Extracted information Start Marker

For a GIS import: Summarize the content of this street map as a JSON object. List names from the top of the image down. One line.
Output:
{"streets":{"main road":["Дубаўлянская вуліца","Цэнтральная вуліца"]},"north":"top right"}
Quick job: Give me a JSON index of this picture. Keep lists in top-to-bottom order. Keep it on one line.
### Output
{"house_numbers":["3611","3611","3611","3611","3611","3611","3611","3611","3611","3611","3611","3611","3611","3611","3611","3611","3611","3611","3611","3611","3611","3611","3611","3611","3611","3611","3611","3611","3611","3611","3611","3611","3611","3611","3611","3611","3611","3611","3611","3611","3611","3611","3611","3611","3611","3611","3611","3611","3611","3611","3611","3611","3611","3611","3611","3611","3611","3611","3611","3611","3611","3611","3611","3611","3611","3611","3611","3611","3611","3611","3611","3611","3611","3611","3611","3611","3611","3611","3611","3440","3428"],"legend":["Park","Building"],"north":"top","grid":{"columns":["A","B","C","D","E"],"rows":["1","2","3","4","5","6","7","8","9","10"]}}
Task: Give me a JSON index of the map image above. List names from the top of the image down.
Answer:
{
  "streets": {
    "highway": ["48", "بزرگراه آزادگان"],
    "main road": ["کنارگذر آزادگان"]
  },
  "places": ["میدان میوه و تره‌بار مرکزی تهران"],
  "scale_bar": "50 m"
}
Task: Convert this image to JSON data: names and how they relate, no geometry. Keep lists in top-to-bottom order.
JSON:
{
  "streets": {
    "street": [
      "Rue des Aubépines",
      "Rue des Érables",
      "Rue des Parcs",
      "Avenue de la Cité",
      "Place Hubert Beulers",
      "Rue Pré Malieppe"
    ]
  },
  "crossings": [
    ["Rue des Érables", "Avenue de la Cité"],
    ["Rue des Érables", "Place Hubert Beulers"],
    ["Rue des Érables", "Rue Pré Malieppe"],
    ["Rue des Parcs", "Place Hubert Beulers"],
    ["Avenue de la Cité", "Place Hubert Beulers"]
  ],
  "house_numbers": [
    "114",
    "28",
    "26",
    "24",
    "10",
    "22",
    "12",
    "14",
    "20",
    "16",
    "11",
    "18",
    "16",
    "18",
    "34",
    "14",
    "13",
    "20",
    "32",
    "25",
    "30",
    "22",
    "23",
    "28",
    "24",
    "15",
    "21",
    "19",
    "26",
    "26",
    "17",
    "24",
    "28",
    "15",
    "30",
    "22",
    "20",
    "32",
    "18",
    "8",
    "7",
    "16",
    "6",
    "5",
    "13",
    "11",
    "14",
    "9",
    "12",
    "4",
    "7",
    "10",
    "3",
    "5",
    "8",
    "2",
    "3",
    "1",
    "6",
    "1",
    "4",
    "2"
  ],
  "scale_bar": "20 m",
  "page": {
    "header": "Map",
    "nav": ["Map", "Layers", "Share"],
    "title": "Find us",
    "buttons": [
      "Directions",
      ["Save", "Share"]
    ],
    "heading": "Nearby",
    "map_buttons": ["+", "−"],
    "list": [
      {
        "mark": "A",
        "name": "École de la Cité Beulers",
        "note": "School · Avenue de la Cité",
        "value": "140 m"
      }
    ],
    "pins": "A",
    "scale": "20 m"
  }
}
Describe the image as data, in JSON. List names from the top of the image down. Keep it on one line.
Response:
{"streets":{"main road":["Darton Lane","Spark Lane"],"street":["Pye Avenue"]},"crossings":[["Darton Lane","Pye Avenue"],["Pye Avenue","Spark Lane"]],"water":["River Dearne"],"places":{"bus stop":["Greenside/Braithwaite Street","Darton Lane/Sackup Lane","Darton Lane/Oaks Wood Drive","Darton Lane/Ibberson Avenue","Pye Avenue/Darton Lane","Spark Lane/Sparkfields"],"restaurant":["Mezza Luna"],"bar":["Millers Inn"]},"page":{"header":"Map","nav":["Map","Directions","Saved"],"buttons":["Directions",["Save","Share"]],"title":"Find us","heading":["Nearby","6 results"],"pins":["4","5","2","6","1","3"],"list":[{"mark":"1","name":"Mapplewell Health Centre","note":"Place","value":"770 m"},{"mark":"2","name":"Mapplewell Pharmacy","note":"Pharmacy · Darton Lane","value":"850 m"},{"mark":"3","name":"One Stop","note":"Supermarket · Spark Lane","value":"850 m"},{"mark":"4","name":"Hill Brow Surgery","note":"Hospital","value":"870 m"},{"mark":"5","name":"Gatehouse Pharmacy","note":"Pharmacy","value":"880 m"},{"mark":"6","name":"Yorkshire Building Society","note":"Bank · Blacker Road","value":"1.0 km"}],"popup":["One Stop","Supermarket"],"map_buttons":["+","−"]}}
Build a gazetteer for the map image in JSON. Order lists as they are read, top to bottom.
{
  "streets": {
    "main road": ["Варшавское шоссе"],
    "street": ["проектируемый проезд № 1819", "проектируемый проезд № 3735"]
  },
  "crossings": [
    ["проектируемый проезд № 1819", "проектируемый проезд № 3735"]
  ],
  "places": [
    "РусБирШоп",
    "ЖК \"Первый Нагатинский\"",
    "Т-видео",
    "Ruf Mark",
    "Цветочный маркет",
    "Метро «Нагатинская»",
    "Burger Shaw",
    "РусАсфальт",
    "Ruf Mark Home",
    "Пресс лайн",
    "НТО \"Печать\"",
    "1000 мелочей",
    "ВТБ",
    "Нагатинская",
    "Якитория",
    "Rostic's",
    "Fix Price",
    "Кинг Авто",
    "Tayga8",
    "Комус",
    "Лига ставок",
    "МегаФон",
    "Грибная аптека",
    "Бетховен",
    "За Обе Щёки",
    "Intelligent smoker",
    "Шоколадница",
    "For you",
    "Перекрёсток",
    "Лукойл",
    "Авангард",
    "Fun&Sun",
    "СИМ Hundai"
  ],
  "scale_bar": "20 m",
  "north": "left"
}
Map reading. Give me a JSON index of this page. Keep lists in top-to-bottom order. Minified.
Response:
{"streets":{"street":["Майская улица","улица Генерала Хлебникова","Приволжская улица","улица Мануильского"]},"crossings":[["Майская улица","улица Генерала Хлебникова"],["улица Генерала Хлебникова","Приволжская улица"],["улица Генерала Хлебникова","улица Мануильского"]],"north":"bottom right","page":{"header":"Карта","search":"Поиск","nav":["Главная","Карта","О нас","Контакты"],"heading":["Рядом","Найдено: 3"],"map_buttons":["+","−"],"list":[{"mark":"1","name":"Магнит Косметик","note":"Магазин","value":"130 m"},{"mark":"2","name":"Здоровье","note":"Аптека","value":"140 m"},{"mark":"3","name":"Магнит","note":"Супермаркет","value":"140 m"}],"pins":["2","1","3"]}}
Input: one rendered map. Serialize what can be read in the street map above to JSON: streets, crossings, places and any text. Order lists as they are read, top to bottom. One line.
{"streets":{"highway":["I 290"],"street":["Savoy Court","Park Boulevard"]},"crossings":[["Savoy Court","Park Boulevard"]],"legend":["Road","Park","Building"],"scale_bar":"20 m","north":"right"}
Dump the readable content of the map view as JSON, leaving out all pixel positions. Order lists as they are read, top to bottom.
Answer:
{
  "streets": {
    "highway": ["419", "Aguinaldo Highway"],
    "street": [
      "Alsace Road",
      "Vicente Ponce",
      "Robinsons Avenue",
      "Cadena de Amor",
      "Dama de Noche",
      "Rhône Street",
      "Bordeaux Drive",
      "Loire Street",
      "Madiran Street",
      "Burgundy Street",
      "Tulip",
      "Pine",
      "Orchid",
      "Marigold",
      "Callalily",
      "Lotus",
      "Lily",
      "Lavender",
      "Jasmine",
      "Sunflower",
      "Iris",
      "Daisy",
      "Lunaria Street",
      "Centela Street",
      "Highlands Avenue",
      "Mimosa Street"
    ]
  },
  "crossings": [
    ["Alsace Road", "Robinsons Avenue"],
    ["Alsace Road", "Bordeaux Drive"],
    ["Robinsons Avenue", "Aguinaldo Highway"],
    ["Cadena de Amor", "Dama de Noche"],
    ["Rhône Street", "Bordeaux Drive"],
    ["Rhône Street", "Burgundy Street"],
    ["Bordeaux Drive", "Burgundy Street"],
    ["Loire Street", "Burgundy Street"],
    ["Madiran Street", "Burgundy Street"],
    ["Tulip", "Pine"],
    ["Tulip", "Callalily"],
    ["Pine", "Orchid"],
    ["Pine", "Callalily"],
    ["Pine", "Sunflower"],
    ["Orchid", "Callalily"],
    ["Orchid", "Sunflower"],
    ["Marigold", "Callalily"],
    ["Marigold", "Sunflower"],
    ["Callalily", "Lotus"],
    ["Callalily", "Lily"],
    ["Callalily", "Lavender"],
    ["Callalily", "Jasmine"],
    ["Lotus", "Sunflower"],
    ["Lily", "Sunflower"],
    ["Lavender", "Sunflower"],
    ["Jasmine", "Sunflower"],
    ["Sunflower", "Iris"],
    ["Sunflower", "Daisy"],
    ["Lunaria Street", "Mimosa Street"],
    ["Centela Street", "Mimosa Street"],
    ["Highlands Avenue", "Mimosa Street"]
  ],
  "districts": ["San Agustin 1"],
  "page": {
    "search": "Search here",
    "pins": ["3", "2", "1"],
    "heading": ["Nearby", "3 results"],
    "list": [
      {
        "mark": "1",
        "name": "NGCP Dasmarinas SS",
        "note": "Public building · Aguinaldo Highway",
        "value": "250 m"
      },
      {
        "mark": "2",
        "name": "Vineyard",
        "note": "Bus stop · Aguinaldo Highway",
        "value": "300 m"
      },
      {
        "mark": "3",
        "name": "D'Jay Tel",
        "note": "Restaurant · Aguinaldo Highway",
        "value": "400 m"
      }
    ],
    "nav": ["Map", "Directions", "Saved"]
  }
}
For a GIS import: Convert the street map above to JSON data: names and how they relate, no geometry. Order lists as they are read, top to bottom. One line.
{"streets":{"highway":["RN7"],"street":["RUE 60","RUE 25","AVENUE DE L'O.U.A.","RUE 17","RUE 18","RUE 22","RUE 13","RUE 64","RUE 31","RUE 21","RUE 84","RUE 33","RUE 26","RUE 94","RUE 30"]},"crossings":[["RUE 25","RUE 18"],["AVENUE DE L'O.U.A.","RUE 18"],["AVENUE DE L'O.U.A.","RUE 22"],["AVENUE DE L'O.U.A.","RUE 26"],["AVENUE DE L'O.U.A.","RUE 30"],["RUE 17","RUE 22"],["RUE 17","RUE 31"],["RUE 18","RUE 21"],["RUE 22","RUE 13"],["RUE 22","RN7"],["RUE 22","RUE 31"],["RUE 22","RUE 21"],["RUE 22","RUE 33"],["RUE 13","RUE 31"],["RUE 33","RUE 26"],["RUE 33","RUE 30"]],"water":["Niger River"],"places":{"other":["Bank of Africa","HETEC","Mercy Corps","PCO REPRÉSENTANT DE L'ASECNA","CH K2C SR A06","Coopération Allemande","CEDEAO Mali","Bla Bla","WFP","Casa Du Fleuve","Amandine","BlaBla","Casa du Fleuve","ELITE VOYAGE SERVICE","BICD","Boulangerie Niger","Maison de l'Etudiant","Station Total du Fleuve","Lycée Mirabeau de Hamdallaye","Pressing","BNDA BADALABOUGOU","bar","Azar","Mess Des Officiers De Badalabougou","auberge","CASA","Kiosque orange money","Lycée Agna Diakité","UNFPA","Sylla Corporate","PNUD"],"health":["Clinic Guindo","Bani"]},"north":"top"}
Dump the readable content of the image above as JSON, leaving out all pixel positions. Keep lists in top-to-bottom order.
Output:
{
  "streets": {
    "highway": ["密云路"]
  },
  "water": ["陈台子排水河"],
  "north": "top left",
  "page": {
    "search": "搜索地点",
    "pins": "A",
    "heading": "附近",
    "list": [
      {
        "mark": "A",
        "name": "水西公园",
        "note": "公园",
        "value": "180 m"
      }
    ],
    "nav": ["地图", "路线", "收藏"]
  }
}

Extracted information End Marker

Exercise
The lines running from the start of the data through the one that contains "Quick job: Give" should be reproduced exactly, and only those.

Result for this exercise
For a GIS import: Summarize the content of this street map as a JSON object. List names from the top of the image down. One line.
Output:
{"streets":{"main road":["Дубаўлянская вуліца","Цэнтральная вуліца"]},"north":"top right"}
Quick job: Give me a JSON index of this picture. Keep lists in top-to-bottom order. Keep it on one line.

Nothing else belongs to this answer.